Polymer materials have been applied widely in spacecrafts because of the advantages of high strength-to-weight ratios, near-zero coefficients of thermal expansion, chemical inertness, and thermo-optical characteristics.^1,2 However, polymeric materials are usually damaged by many space environmental threats like UV radiation, atomic oxygen (AO), thermal cycling (TC) and charged particle radiations such as electrons and protons.^3–10 Therefore, it is important to foresee these damages and protect polymeric matrix from severe working conditions.

Electron irradiation is one of the severe and inevitable space environmental factors, which is harmful to the durability of polymeric materials of spacecraft. The effects of electron irradiation on the polymer matrix composites have been reported. Gao et al.¹¹ investigated the effect of irradiation with <200 keV electrons on AG-80 epoxy resin. It was found that electron irradiation could lead to the accumulation of electric charges. In the case where the charges are accumulated to a given extent, electric discharging occurs, which could result in ablation on the resin surface.
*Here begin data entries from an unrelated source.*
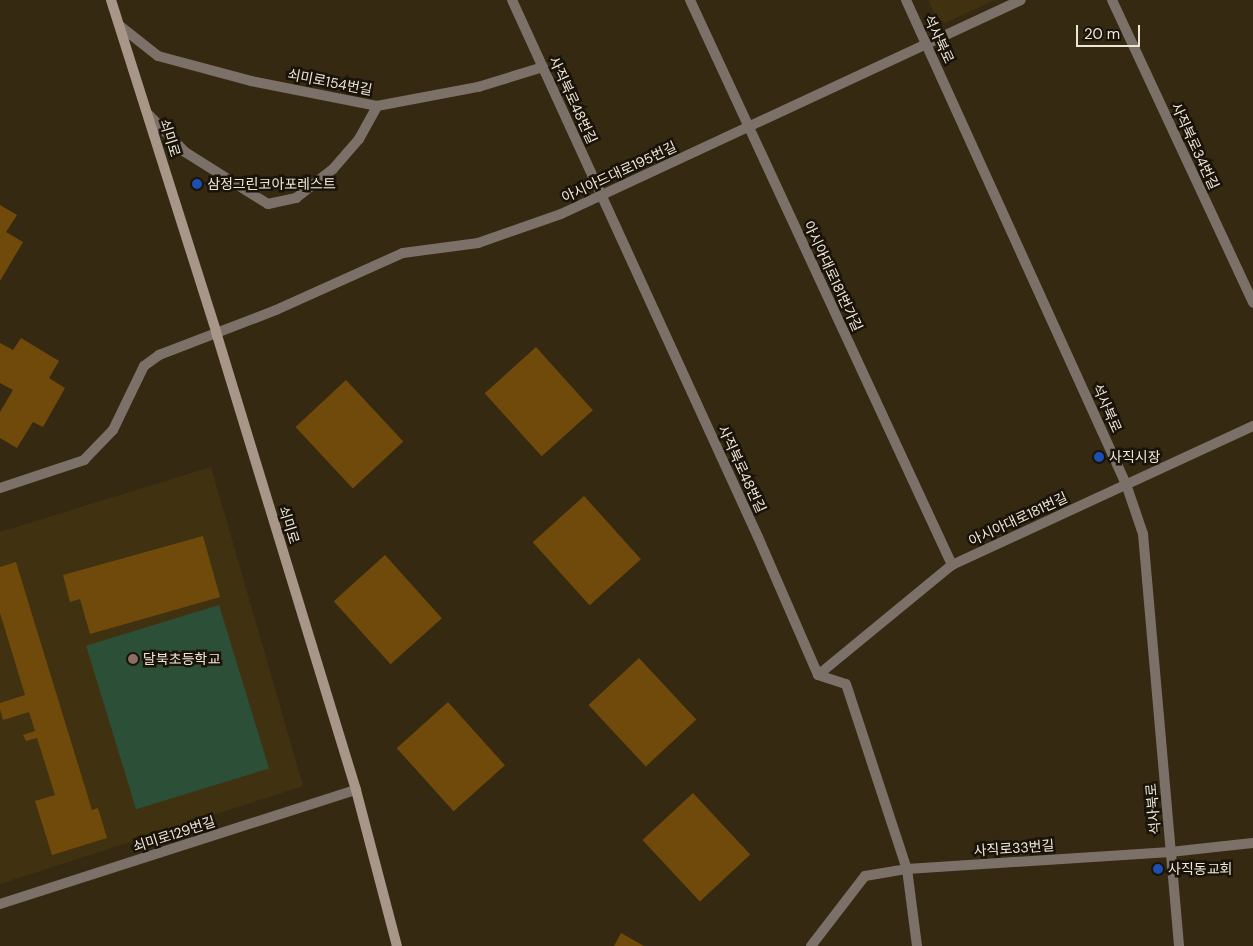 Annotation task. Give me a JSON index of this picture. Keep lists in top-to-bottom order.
{
  "streets": {
    "main road": ["쇠미로"],
    "street": [
      "석사북로",
      "쇠미로154번길",
      "사직북로48번길",
      "사직북로34번길",
      "아시아드대로195번길",
      "아시아대로181번가길",
      "아시아대로181번길",
      "쇠미로129번길",
      "사직로33번길"
    ]
  },
  "crossings": [
    ["석사북로", "아시아드대로195번길"],
    ["석사북로", "아시아대로181번길"],
    ["석사북로", "사직로33번길"],
    ["쇠미로154번길", "사직북로48번길"],
    ["쇠미로154번길", "쇠미로"],
    ["사직북로48번길", "아시아드대로195번길"],
    ["사직북로48번길", "아시아대로181번길"],
    ["쇠미로", "아시아드대로195번길"],
    ["쇠미로", "쇠미로129번길"],
    ["아시아드대로195번길", "아시아대로181번가길"],
    ["아시아대로181번가길", "아시아대로181번길"]
  ],
  "places": [
    "삼정그린코아포레스트",
    "사직시장",
    "달북초등학교",
    "사직동교회"
  ],
  "scale_bar": "20 m"
}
Yu et al.¹² studied the effects of electron irradiation on the surface of carbon/bismaleimide. The results indicated that electron irradiation in ultrahigh vacuum environment could change the surface molecular structure and chemical composition of the carbon/bismaleimide, resulting in damage effects such as mass loss and outgassing of the material skin, this may eventually result in the degradation of the material. Fig. 1(a) shows the interactions between the electron and the materials. The electron radiation is bremsstrahlung, in which the electrons interact with the spacecraft materials. Because the mass of electrons is very light, electrons are prone to deviate after colliding with atoms and their propagation path in the material is bent. Three pathways are possible: electrons are absorbed by the material, penetrated into the material, or are scattered backwards. Electrons interact with the spacecraft materials leading to ionization energy loss and radiation energy loss. As the bond energies of polymer molecules are considerably smaller than those of electrons, ionization and excitation of many molecules will occur to influence the performance of the materials.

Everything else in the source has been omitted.